Los Santos Reyes son, pues, de los pocos “santos”
cuyo modo de nombrárseles evade la canonización de la jerarquía institucional: se
dirá siempre Melchor, nunca San Melchor,
por ejemplo. Esta espontánea familiaridad con el icono sagrado se manifiesta también
en otra tradición recogida por el estudioso Vidal de un anciano informante. Cuenta
éste que en los velorios de Reyes se acostumbraba
lanzar entre los asistentes la talla al final de la celebración, como hacen las
novias con su ramo de flores en las bodas. La imagen no quedaba distanciada, fija
en un altar, sino próxima, sentida sensorialmente —besada, manoseada— en la fiesta.
La mayoría
de los santos en el catolicismo se identifican con una iconografía dada: la Virgen
de Monserrate sentada con el niño en la falda, la Virgen del Carmen de pie con el
niño en el brazo izquierdo, San Jorge a caballo, San Antonio con azucenas en la
mano izquierda y el niño Dios a la derecha, etc. Por el tipo de pose puede uno, de hecho, saber a cuál santo
la talla refiere. Sin embargo, los Reyes
Magos son una de las pocas imágenes religiosas que nunca se presenta de manera
fija: “figuran a caballo, de pie, hincados...

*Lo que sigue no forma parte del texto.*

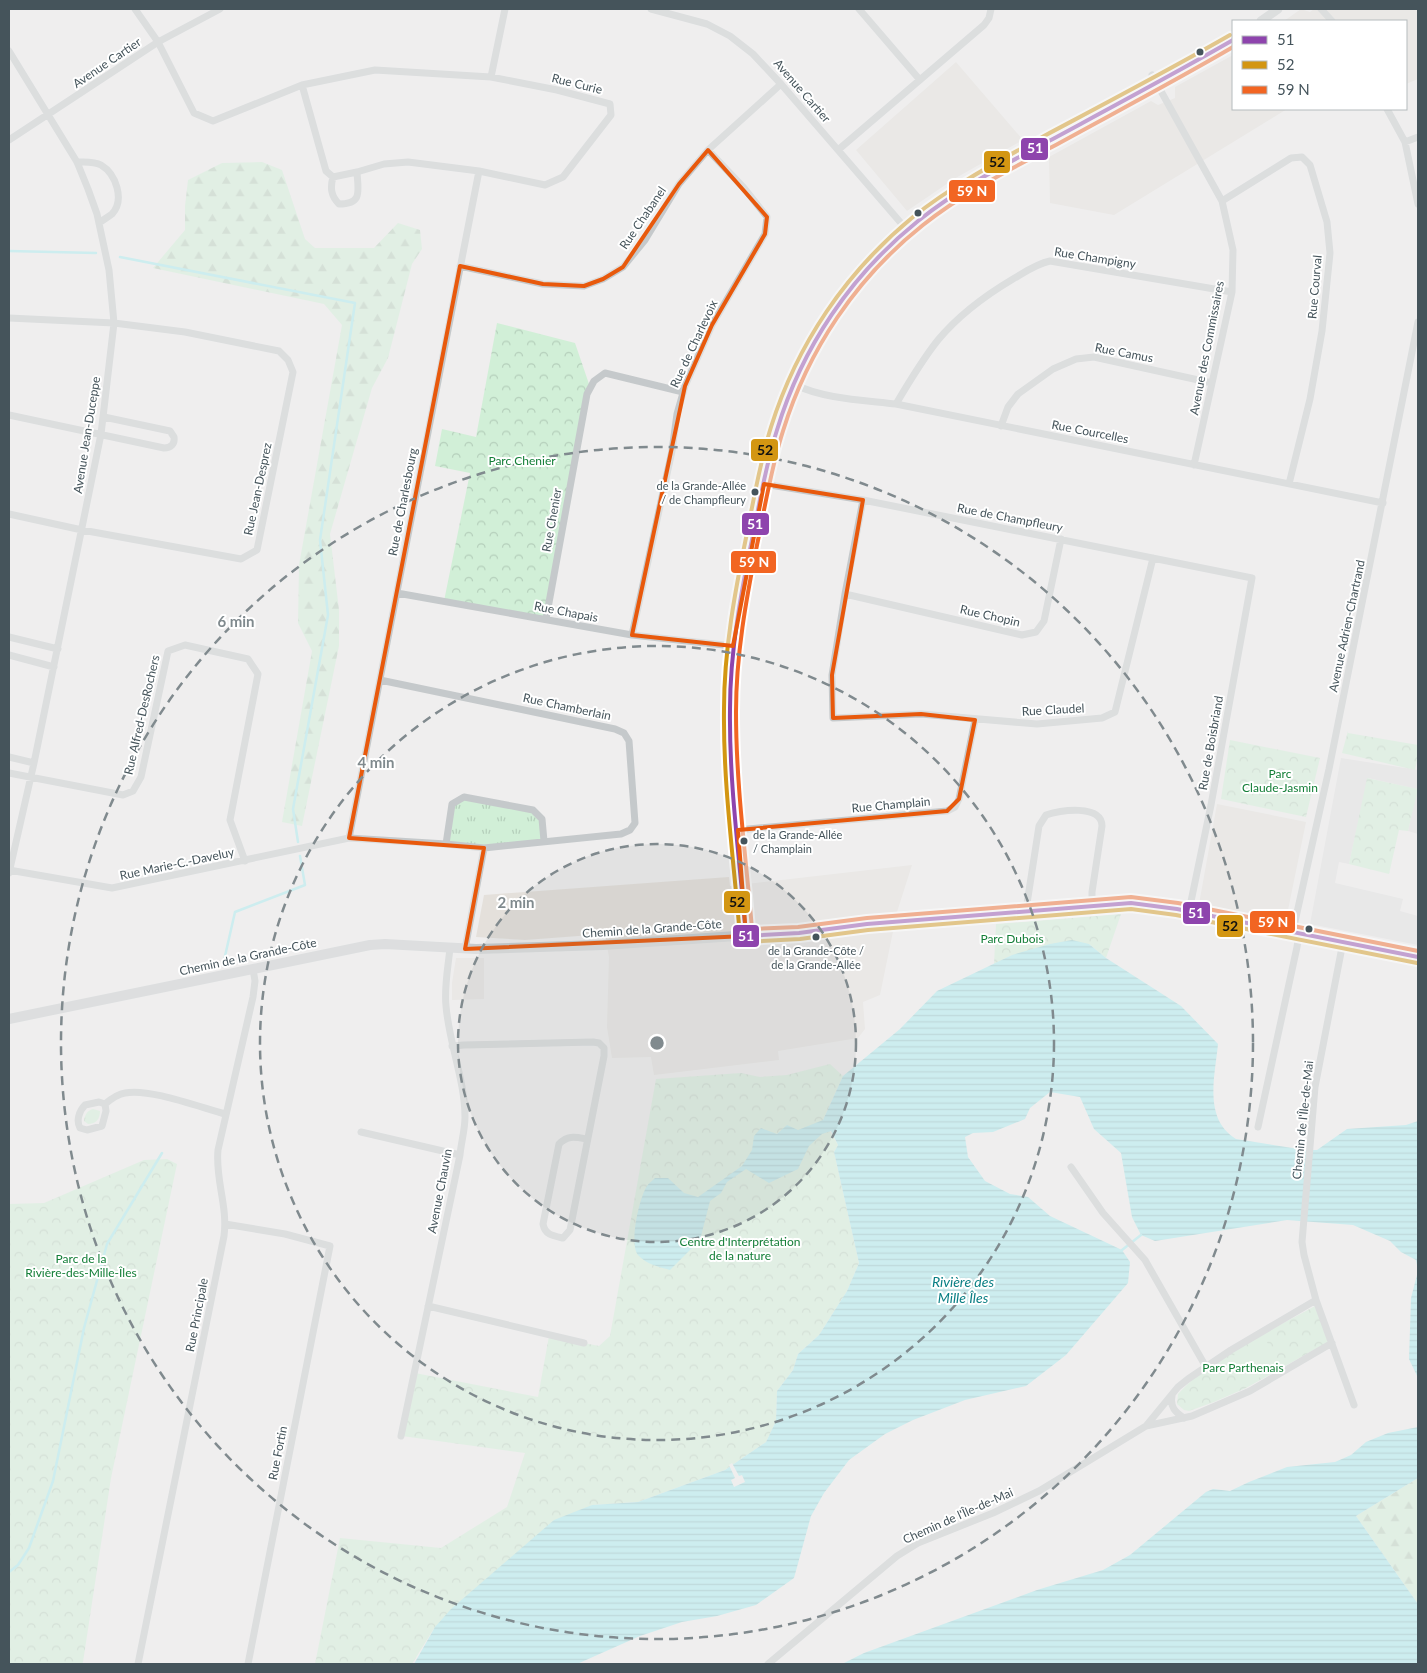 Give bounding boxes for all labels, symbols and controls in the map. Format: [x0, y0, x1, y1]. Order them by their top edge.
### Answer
legend [1232, 20, 1407, 110]
text: 51 [1277, 30, 1294, 48]
street label: Avenue Cartier [70, 34, 144, 91]
unlabelled marker [1195, 47, 1205, 57]
text: 52 [1277, 55, 1294, 73]
street label: Avenue Cartier [771, 56, 834, 126]
street label: Rue Curie [550, 70, 604, 97]
text: 59 N [1277, 80, 1310, 98]
line badge: 51 [1020, 137, 1049, 161]
text: 51 [1027, 139, 1043, 156]
line badge: 52 [983, 150, 1011, 174]
text: 52 [989, 153, 1005, 170]
line badge: 59 N [948, 179, 996, 203]
text: 59 N [957, 182, 987, 199]
street label: Rue Chabanel [616, 183, 669, 252]
unlabelled marker [913, 208, 923, 218]
street label: Rue Champigny [1053, 244, 1138, 271]
street label: Rue Courval [1304, 254, 1325, 319]
street label: Avenue des Commissaires [1186, 280, 1227, 416]
street label: Rue de Charlevoix [667, 297, 720, 390]
street label: Rue Camus [1094, 340, 1155, 366]
street label: Avenue Jean-Duceppe [70, 375, 103, 494]
street label: Rue Courcelles [1050, 417, 1130, 446]
line badge: 52 [750, 438, 779, 462]
street label: Rue Jean-Desprez [240, 441, 275, 537]
text: 52 [757, 441, 773, 458]
street label: Rue de Charlesbourg [385, 447, 420, 557]
park label: Parc Chenier [488, 453, 556, 468]
place label: de la Grande-Allée / de Champfleury [657, 479, 746, 506]
street label: Rue Chenier [539, 486, 565, 553]
marker: de la Grande-Allée / de Champfleury [750, 487, 760, 497]
street label: Rue de Champfleury [956, 500, 1065, 535]
line badge: 51 [741, 512, 770, 536]
text: 51 [747, 515, 763, 532]
line badge: 59 N [730, 550, 777, 574]
text: 59 N [739, 553, 769, 570]
street label: Avenue Adrien-Chartrand [1325, 558, 1368, 693]
street label: Rue Chapais [533, 598, 599, 625]
street label: Rue Chopin [959, 601, 1022, 630]
text: 6 min [217, 612, 255, 630]
street label: Rue Alfred-DesRochers [120, 654, 163, 776]
street label: Rue Chamberlain [522, 690, 613, 723]
street label: Rue de Boisbriand [1195, 695, 1226, 791]
street label: Rue Claudel [1021, 700, 1085, 719]
text: 4 min [357, 753, 395, 771]
park label: Parc Claude-Jasmin [1242, 766, 1318, 795]
street label: Rue Champlain [851, 794, 931, 815]
place label: de la Grande-Allée / Champlain [753, 828, 843, 855]
marker: de la Grande-Allée / Champlain [739, 836, 749, 846]
street label: Rue Marie-C.-Daveluy [118, 844, 236, 883]
line badge: 52 [723, 890, 751, 914]
text: 2 min [497, 893, 535, 911]
text: 52 [729, 893, 745, 910]
line badge: 51 [1182, 901, 1211, 925]
text: 51 [1188, 904, 1204, 921]
line badge: 59 N [1249, 910, 1296, 934]
text: 59 N [1258, 913, 1288, 930]
line badge: 52 [1216, 914, 1244, 938]
street label: Chemin de la Grande-Côte [582, 916, 722, 941]
text: 52 [1222, 917, 1238, 934]
line badge: 51 [732, 924, 760, 948]
unlabelled marker [1304, 924, 1314, 934]
text: 51 [738, 927, 754, 944]
park label: Parc Dubois [980, 931, 1044, 946]
marker: de la Grande-Côte / de la Grande-Allée [811, 932, 821, 942]
street label: Chemin de la Grande-Côte [178, 935, 318, 978]
place label: de la Grande-Côte / de la Grande-Allée [768, 944, 864, 971]
centre of rings [648, 1034, 666, 1052]
street label: Chemin de l'Île-de-Mai [1289, 1060, 1316, 1180]
street label: Avenue Chauvin [424, 1147, 455, 1235]
park label: Centre d'Interprétation de la nature [680, 1234, 800, 1263]
park label: Parc de la Rivière-des-Mille-Îles [25, 1251, 137, 1280]
water label: Rivière des Mille Îles [932, 1273, 994, 1306]
street label: Rue Principale [182, 1277, 211, 1353]
park label: Parc Parthenais [1202, 1360, 1284, 1375]
street label: Rue Fortin [265, 1425, 290, 1481]
street label: Chemin de l'Île-de-Mai [900, 1484, 1015, 1547] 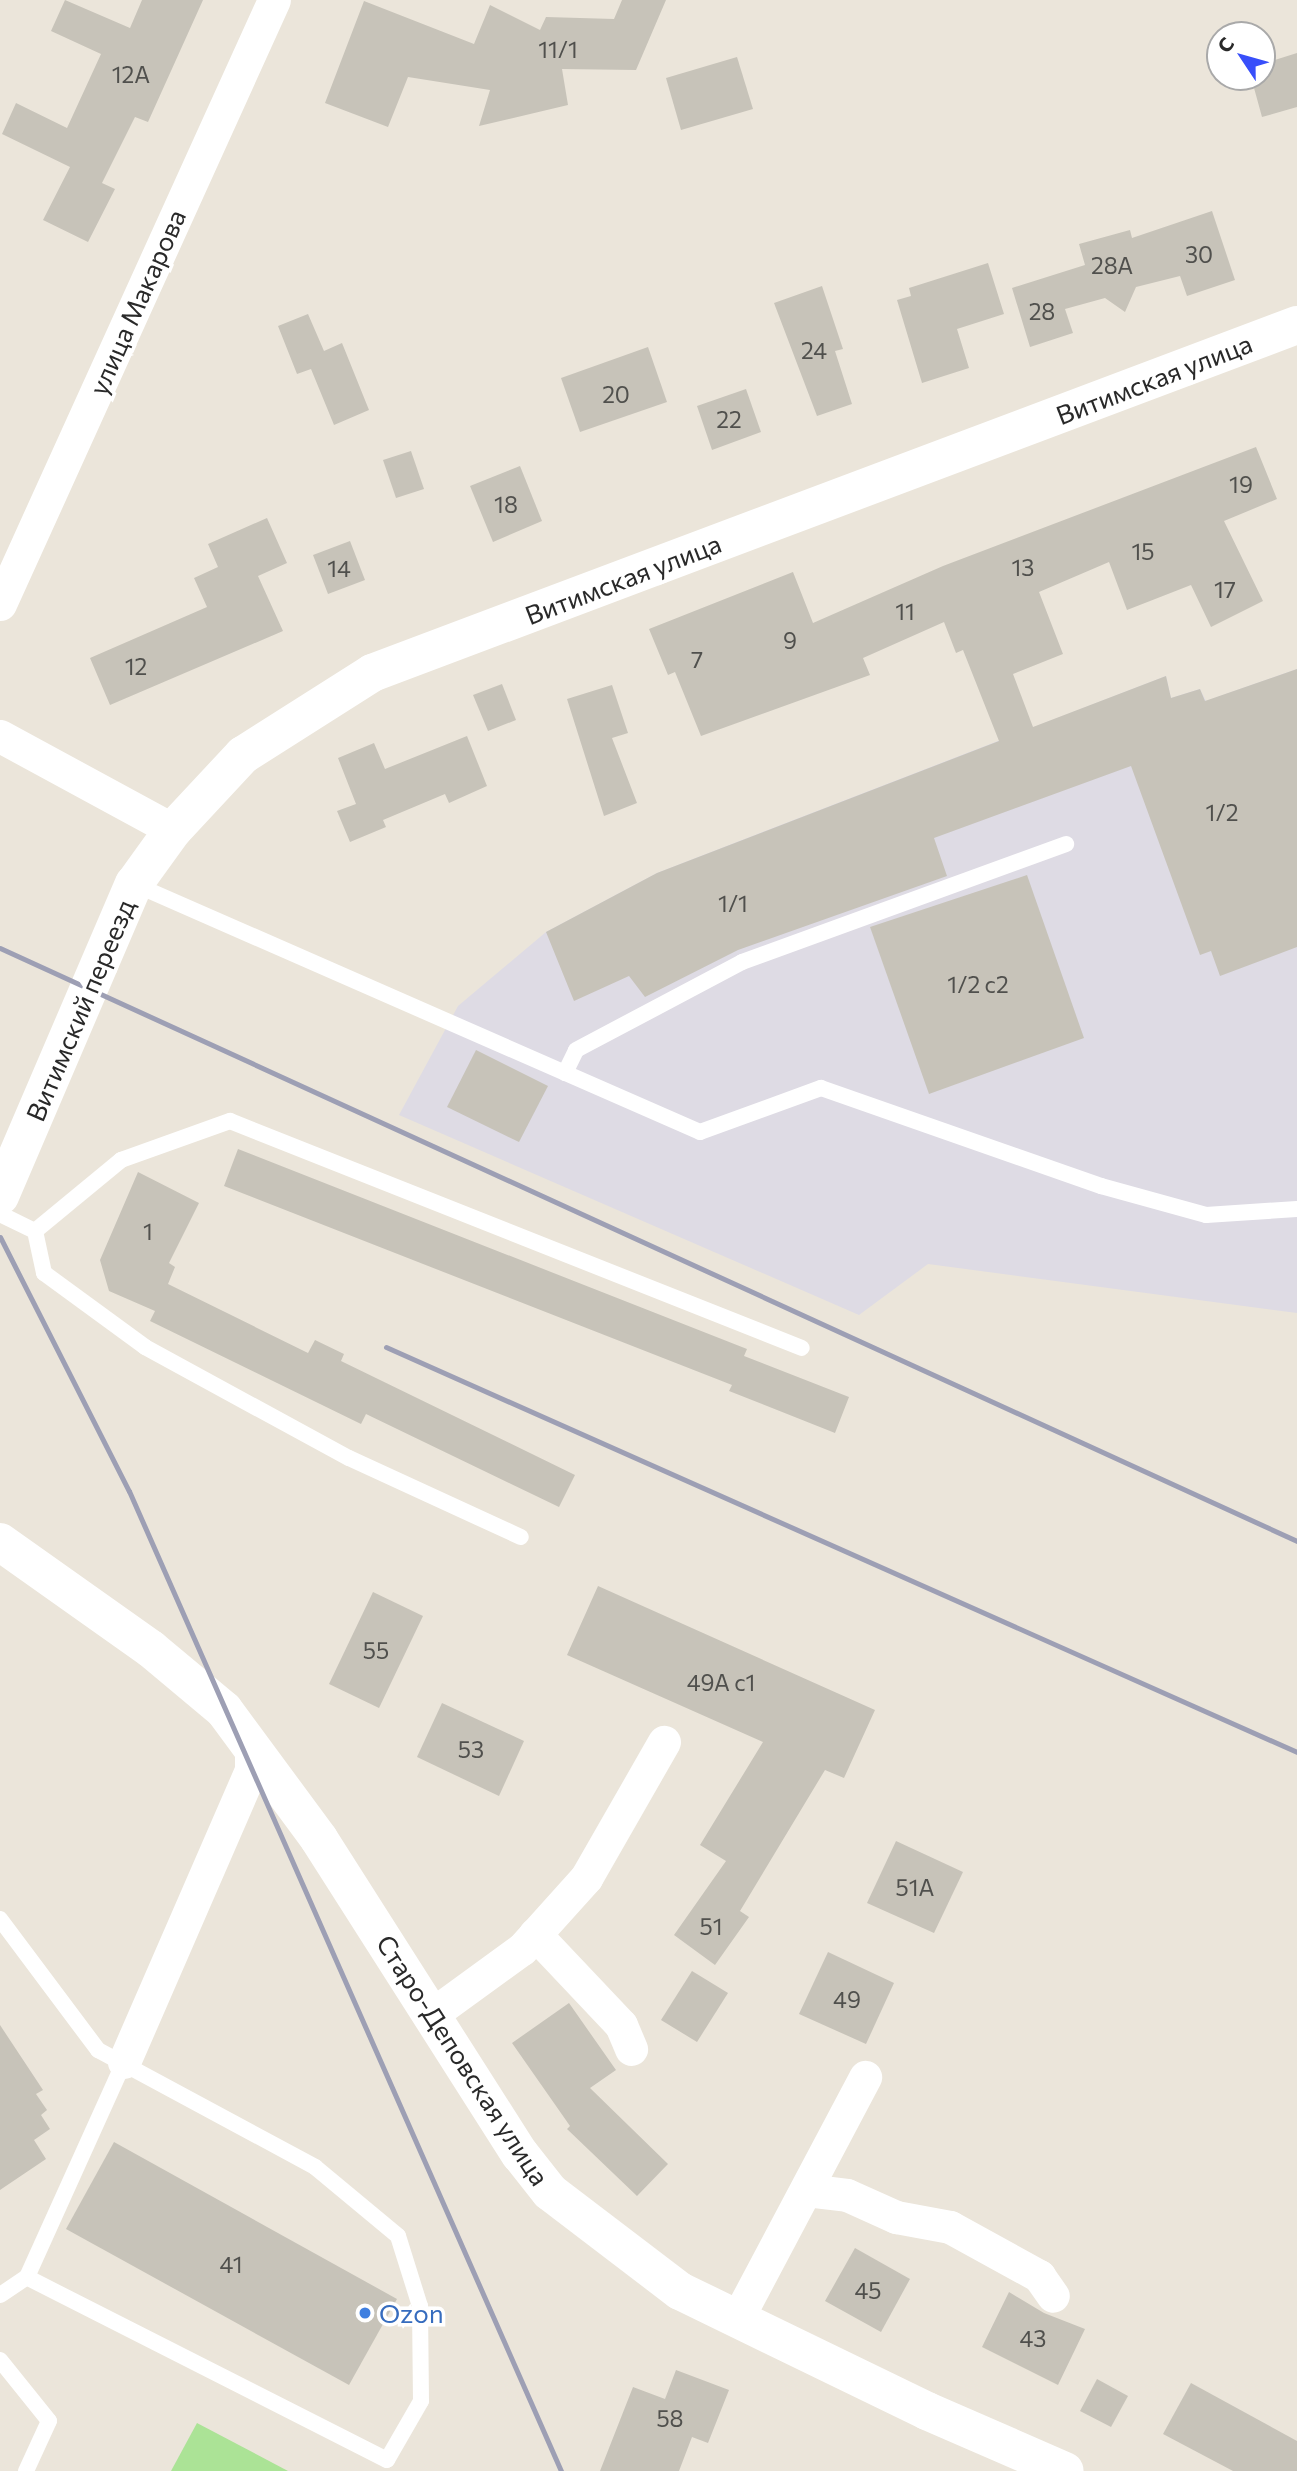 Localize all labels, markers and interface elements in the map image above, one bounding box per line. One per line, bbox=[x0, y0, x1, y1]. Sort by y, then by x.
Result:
north arrow bbox=[1206, 21, 1276, 91]
text: С bbox=[1212, 33, 1238, 57]
house number: 11/1 bbox=[538, 35, 578, 63]
house number: 12А bbox=[112, 60, 150, 88]
street label: улица Макарова bbox=[82, 204, 192, 400]
house number: 30 bbox=[1185, 240, 1213, 268]
house number: 28А bbox=[1091, 251, 1133, 279]
house number: 28 bbox=[1029, 297, 1055, 325]
street label: Витимская улица bbox=[1052, 327, 1256, 431]
house number: 24 bbox=[801, 336, 827, 364]
house number: 20 bbox=[602, 380, 630, 408]
house number: 22 bbox=[716, 405, 742, 433]
house number: 19 bbox=[1229, 470, 1253, 498]
house number: 18 bbox=[494, 490, 518, 518]
street label: Витимская улица bbox=[521, 527, 725, 631]
house number: 15 bbox=[1131, 537, 1155, 565]
house number: 13 bbox=[1012, 553, 1034, 581]
house number: 14 bbox=[327, 554, 351, 582]
house number: 17 bbox=[1214, 575, 1236, 603]
house number: 11 bbox=[895, 597, 915, 625]
house number: 9 bbox=[783, 626, 797, 654]
house number: 7 bbox=[691, 645, 703, 673]
house number: 12 bbox=[125, 652, 147, 680]
house number: 1/2 bbox=[1206, 798, 1238, 826]
house number: 1/1 bbox=[718, 889, 748, 917]
street label: Витимский переезд bbox=[19, 894, 141, 1126]
house number: 1/2 с2 bbox=[947, 970, 1009, 998]
house number: 1 bbox=[143, 1217, 153, 1245]
house number: 55 bbox=[363, 1636, 389, 1664]
house number: 49А с1 bbox=[687, 1668, 755, 1696]
house number: 53 bbox=[458, 1735, 484, 1763]
house number: 51А bbox=[896, 1873, 934, 1901]
house number: 51 bbox=[699, 1912, 723, 1940]
street label: Старо-Деповская улица bbox=[370, 1929, 556, 2191]
house number: 49 bbox=[833, 1985, 861, 2013]
house number: 41 bbox=[220, 2250, 242, 2278]
house number: 45 bbox=[854, 2276, 882, 2304]
place label: Ozon bbox=[379, 2297, 444, 2329]
marker: Ozon bbox=[357, 2305, 373, 2321]
house number: 43 bbox=[1020, 2324, 1046, 2352]
house number: 58 bbox=[656, 2404, 684, 2432]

etc.” señala Teodoro Vidal. El énfasis en la talla de los Santos Reyes podría representar también
una afirmación del valor de la indeterminación —de la libertad frente a moldes establecidos—
y de la diversidad.
Existen tallas
religiosas en madera en el arte popular de varias regiones de América Latina. Para
el análisis social de las tallas puertorriqueñas conviene detenerse en aquellos
tipos que los estudiosos de la imaginería han identificado como típicos. Las más
autorizadas investigaciones identifican tres. Uno de estos presenta la primera aparición mariana en el país, el Milagro de Hormigueros, que generalmente
se ubica a finales del siglo XVI. (Sorprende que aún hoy —varios siglos después—
tantos santeros continúen practicando esta talla, lo que evidencia la fuerza y el
arraigo de esta simbología de orígenes). Es muy revelador, a mi juicio, que la Virgen
que vino a salvar a un campesino del ataque de un toro bravo en Hormigueros —en
esos inicios de la colonización “española”— fuera la Monserrate, que algunos han
identificado con la inmigración catalana. Sin embargo, a finales del siglo XVI la
migración desde Cataluña al Caribe era todavía exigua, tratándose de un fenómeno
más bien del siglo XIX. ¿Por qué, tan temprano, esa devoción a la catalana Virgen
de Monserrate? Por un fenómeno aparentemente debido al hollín de las velas en una
devoción en grutas (¿o tendrá también allá vinculaciones con la etnicidad?), la
Monserrate es la más importante Virgen de tez obscura en la amplia iconografía mariana
española. No es casual que el mito fundador de la religiosidad popular, no estatal,
se centre en una virgen española, pero morena: en una virgen parda.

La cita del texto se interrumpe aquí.